**Instructions for the task**
Find the lines below holding the word "Sort" and copy each of them.

**Dataset extract**
* * *

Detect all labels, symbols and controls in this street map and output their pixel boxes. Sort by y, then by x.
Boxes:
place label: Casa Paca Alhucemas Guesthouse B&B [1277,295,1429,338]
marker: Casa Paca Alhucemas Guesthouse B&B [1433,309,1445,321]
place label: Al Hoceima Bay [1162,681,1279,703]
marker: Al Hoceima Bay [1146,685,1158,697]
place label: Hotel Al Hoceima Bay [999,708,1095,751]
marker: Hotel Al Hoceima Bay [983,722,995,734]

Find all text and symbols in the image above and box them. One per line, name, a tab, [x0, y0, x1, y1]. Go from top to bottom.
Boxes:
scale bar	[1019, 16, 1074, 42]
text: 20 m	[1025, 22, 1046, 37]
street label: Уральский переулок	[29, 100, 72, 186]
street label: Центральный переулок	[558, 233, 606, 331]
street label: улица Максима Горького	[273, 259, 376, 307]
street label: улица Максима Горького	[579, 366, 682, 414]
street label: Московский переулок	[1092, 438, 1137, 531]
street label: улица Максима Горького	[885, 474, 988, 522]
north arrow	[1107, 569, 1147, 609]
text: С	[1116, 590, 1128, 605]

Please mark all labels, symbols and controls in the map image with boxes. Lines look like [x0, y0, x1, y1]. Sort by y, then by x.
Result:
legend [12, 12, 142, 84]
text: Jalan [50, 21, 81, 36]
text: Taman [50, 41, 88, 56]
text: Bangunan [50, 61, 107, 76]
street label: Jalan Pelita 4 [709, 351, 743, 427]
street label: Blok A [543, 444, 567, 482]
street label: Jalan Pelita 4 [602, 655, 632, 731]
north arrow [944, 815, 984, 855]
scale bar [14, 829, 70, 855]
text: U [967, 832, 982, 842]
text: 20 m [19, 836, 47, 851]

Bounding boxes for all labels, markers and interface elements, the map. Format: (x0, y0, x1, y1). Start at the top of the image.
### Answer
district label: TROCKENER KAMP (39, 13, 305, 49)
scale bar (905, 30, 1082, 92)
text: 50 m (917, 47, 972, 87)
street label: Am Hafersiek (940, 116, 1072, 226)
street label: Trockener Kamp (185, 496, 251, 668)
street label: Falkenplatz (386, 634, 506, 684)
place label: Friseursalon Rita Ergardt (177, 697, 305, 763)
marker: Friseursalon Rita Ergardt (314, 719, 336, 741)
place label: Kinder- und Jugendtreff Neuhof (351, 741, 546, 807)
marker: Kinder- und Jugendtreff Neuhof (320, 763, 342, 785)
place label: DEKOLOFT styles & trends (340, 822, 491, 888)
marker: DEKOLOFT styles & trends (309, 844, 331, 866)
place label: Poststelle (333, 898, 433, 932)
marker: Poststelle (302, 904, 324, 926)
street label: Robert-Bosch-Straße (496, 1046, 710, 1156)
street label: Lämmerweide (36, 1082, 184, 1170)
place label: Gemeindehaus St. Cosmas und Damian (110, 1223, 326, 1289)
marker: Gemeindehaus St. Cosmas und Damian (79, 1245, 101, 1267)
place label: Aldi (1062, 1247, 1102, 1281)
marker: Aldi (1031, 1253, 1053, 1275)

* * *

**The completed task**
Detect all labels, symbols and controls in this street map and output their pixel boxes. Sort by y, then by x.
Please mark all labels, symbols and controls in the map image with boxes. Lines look like [x0, y0, x1, y1]. Sort by y, then by x.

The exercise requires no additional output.